Anastassiou’s computational work is part of a larger program at the Allen Institute, where researchers derive detailed data about the brain’s “parts list” from post-mortem tissue or from pieces of live brain donated by patients undergoing surgery for brain tumors or epilepsy. They use information like the genes neurons switch on, their unique electrical activity and their 3D shapes to bin these cells into different categories, or cell types.
There’s a lot they can learn about the building blocks of our brains from looking at tissue samples in the lab, but there’s a gap between that work and understanding how the different kinds of neurons produce thoughts and feelings in us, said Anastassiou, who led the Cell Reports study along with Rutishauser.
“What do all these different cell types mean?
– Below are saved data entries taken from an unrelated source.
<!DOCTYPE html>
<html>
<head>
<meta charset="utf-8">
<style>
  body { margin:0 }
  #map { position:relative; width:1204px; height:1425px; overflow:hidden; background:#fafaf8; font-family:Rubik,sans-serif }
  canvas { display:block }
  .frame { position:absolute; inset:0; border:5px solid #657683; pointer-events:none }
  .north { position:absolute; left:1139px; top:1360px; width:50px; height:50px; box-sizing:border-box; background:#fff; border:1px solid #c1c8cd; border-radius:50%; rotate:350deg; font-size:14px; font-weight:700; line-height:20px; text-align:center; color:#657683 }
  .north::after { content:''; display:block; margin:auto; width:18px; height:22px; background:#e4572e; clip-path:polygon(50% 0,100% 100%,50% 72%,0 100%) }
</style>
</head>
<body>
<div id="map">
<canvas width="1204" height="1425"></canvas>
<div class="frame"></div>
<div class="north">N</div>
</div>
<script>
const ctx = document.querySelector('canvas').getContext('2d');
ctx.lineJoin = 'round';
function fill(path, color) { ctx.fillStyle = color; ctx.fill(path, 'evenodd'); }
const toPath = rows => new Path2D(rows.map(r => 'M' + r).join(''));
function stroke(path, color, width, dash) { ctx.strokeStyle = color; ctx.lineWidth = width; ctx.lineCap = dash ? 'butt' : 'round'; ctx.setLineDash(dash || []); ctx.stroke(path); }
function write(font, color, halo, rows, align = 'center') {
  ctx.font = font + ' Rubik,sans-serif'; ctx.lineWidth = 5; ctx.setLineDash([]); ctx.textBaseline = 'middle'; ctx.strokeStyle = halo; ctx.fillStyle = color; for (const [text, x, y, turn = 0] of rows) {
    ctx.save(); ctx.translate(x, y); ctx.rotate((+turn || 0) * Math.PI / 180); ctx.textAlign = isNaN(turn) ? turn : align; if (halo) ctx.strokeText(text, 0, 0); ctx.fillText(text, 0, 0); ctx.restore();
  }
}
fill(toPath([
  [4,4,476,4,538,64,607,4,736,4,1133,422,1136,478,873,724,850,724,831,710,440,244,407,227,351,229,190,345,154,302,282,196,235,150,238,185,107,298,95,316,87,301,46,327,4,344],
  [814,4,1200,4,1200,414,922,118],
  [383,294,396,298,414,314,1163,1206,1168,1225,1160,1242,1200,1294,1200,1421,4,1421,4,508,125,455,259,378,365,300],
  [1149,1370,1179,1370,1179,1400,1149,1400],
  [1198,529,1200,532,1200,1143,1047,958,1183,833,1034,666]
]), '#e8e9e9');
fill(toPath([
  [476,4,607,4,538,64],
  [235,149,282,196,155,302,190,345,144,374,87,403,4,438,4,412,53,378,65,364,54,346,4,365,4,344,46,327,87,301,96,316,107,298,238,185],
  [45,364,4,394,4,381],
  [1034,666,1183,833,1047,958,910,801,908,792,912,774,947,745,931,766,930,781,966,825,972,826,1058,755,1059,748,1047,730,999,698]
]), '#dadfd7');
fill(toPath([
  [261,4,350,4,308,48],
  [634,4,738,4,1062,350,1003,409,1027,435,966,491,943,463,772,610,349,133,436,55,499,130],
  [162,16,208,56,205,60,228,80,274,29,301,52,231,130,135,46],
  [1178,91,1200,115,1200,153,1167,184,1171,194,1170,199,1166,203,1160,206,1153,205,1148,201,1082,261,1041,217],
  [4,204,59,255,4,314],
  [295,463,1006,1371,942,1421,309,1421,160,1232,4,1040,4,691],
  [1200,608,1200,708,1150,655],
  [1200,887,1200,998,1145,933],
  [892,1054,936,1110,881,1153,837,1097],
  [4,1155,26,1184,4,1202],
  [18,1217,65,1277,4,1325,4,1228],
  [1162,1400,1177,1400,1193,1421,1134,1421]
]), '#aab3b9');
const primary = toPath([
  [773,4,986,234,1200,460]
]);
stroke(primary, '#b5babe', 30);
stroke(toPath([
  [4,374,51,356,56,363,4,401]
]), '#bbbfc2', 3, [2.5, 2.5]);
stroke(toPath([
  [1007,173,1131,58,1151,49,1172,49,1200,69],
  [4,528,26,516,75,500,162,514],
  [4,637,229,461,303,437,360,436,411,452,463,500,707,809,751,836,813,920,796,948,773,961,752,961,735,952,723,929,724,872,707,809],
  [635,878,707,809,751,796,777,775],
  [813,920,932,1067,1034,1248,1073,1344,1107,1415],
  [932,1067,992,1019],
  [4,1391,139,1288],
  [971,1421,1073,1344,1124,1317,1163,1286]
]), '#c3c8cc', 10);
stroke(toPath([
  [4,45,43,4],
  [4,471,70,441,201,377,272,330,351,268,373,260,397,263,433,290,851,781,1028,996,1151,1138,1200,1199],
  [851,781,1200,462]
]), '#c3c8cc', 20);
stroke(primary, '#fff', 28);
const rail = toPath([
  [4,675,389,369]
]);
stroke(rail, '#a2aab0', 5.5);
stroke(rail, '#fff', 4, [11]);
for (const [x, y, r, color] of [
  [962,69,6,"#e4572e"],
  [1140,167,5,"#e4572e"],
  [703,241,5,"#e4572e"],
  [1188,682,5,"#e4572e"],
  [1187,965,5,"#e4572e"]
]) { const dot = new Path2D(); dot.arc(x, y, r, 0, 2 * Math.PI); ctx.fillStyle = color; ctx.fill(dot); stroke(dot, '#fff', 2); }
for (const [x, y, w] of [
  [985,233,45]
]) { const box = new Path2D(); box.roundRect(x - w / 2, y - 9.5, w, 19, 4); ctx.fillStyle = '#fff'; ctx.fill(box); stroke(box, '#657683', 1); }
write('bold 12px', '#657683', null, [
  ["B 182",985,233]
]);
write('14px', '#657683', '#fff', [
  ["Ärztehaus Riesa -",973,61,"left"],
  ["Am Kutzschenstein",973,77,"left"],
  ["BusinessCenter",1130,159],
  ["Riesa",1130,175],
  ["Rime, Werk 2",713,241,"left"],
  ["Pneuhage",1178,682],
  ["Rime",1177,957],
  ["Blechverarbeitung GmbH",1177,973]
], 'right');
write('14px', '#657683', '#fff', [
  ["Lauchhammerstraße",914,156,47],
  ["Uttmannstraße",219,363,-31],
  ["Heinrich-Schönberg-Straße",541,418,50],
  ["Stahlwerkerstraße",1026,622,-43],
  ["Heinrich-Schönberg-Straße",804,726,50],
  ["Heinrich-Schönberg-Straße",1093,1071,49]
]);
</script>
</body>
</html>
How does it all come together?” he asked. “To address that, we have to go beyond these pieces and cells. We have to go to the intact brain.”
When Rutishauser described what they had seen with the heartbeat, Anastassiou realized this could be an opportunity to bridge these two worlds: One team had detailed data about human brain cell types, but no information about what those types do in a person. The other team had recordings from living human brains, but no way of knowing which types of neurons they were listening to.
The researchers set up a collaboration and they soon realized that there were subtle differences in how different neurons’ electrical signatures changed when the electrode jiggled with the heartbeat. Anastassiou and his colleagues built a set of computational simulations of human neurons based on the Allen Institute’s human cell types data and spurred those virtual neurons to “fire” electrical spikes. They used machine learning to pair those virtual signals with the real thing, resulting in three different types of cells based on their electrical recordings.
The researchers have already made some insights about how these classes of neurons work in the intact brain: One of these three kinds syncs up with the patients’ theta brain waves, a slow brain wave associated with learning and plasticity in the awake brain.
“That’s not something you would necessarily see in a slice of brain in the lab,” said Cedars-Sinai postdoctoral fellow Clayton Mosher, Ph.D., who is co-first author on the study along with Allen Institute neuroscientist Yina Wei, Ph.D.
The research teams are working to define more types of human neurons using this method, and also plan to study how different neuron types switch on or off as the patients in their studies perform certain tasks, like looking at photos of family members or recall memories. Scientists have found neurons involved in such tasks — for example, a specific neuron that fires in response to pictures of Jennifer Aniston — but they don’t know what type of cell these are.
And once they can link specific cell types to memories, reactions or emotions, that opens the door to potential therapies for diseases and disorders, Rutishauser said. It’s not just that they want to understand the cell type that allows you to recognize your grandmother’s face — they also want to understand what goes wrong at the cellular level in people with dementia or other memory disorders who can no longer recognize their loved ones, and, eventually, how to correct that defect.